**Exercise**
From the material below, copy out each line with the word "linejoin" in it.

**Dataset excerpts**
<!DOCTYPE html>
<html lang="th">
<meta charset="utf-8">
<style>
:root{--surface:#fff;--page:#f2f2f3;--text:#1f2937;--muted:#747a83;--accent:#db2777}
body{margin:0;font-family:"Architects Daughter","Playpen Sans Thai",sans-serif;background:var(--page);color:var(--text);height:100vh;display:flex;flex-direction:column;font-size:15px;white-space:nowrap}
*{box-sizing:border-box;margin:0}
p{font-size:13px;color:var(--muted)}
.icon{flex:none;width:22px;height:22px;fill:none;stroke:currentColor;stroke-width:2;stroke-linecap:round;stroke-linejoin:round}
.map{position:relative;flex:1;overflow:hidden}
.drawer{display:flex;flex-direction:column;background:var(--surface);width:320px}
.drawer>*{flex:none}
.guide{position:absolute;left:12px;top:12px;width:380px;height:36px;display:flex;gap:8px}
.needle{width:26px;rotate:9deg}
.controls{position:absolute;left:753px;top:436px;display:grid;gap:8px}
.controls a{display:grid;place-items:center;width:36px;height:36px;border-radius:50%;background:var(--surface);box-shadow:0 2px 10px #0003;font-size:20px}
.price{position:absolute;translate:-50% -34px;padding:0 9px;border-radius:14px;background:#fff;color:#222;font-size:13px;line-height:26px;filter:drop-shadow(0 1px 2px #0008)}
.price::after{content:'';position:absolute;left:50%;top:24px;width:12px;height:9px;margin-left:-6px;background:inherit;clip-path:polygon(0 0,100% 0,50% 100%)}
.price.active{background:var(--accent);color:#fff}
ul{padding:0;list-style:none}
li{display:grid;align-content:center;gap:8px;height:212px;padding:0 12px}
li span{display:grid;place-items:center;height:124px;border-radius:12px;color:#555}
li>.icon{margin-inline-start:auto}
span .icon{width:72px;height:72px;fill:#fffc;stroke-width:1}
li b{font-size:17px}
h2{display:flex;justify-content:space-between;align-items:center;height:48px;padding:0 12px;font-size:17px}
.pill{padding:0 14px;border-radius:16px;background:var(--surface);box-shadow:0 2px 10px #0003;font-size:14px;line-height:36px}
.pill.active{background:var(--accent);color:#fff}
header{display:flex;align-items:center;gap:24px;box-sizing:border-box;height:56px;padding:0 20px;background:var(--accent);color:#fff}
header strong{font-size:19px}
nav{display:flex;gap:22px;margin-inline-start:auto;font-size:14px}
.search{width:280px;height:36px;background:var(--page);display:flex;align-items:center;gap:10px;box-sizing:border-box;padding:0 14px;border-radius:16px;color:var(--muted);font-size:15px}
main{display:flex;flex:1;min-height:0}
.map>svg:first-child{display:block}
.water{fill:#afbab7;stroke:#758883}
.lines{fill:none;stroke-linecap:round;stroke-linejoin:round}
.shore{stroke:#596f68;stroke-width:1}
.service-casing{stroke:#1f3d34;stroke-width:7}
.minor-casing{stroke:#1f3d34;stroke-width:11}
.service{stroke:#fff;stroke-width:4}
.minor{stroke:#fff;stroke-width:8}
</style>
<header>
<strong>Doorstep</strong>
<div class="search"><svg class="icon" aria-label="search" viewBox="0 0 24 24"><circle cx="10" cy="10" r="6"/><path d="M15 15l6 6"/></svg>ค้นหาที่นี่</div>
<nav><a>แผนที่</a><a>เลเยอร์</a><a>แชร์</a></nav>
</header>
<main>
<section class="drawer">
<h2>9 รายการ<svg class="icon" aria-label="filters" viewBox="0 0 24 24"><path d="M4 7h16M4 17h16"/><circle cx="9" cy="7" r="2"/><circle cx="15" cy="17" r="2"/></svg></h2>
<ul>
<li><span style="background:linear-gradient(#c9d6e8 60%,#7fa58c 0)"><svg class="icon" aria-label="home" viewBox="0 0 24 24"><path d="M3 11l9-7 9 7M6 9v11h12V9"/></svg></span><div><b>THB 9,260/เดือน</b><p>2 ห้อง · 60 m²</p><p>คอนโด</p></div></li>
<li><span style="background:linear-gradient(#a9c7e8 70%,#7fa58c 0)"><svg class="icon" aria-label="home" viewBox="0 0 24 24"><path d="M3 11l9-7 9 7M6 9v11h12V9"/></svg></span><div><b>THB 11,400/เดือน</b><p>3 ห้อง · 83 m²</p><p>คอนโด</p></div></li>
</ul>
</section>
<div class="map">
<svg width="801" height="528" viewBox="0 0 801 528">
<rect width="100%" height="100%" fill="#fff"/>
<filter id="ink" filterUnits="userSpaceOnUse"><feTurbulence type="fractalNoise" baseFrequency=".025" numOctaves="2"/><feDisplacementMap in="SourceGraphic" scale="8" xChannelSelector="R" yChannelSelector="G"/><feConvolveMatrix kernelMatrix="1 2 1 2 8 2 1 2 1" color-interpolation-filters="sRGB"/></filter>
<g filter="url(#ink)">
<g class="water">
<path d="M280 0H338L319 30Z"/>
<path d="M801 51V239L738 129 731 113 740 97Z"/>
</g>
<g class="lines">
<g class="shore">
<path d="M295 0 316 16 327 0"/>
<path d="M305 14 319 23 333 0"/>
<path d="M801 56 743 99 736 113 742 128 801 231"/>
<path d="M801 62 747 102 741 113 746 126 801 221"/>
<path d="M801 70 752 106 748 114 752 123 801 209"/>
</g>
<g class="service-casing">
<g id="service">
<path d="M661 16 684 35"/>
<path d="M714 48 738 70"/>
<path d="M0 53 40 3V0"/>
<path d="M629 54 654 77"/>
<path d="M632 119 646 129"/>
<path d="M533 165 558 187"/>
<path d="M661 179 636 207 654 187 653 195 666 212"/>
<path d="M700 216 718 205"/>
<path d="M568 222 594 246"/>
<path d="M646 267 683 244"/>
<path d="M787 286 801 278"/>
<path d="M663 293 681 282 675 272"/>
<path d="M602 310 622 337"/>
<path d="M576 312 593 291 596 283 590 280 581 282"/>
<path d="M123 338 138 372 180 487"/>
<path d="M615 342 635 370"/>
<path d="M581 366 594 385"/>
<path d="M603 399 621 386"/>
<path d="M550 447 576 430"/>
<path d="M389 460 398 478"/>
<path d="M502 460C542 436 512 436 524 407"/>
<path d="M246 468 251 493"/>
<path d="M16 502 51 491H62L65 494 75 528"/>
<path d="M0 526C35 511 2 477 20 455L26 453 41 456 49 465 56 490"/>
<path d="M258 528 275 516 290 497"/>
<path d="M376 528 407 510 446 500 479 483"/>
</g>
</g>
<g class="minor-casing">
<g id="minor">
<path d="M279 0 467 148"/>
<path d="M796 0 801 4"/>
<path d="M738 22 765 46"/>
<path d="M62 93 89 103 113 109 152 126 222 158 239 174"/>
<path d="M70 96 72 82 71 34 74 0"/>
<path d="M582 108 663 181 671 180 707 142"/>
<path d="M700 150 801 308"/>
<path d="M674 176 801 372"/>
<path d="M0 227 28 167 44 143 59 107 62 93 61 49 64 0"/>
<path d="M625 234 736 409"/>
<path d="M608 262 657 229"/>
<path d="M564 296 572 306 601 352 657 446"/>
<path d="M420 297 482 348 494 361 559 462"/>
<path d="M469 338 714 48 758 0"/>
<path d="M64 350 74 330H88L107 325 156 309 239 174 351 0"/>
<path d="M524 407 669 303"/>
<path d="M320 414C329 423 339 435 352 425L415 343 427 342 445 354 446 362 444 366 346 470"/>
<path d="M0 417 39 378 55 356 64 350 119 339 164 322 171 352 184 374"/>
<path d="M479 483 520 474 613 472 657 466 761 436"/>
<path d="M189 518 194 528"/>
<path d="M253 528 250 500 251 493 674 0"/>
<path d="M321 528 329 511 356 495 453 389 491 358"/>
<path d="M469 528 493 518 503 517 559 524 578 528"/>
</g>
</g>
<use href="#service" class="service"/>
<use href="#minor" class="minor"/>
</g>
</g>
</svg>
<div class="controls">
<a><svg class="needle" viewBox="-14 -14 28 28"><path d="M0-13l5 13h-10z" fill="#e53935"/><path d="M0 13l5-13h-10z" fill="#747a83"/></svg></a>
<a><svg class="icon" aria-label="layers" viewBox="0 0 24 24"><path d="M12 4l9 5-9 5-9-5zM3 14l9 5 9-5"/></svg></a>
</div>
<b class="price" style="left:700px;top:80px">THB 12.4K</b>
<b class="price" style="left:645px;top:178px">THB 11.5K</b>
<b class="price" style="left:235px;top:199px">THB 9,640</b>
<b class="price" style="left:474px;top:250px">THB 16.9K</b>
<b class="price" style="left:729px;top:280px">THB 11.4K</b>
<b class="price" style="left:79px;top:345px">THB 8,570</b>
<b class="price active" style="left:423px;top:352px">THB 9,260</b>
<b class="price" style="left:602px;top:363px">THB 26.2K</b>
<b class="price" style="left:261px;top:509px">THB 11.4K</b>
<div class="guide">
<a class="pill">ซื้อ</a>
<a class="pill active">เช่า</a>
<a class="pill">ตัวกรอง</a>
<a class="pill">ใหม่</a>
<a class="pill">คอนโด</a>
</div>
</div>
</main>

**Task output**
.icon{flex:none;width:22px;height:22px;fill:none;stroke:currentColor;stroke-width:2;stroke-linecap:round;stroke-linejoin:round}
.lines{fill:none;stroke-linecap:round;stroke-linejoin:round}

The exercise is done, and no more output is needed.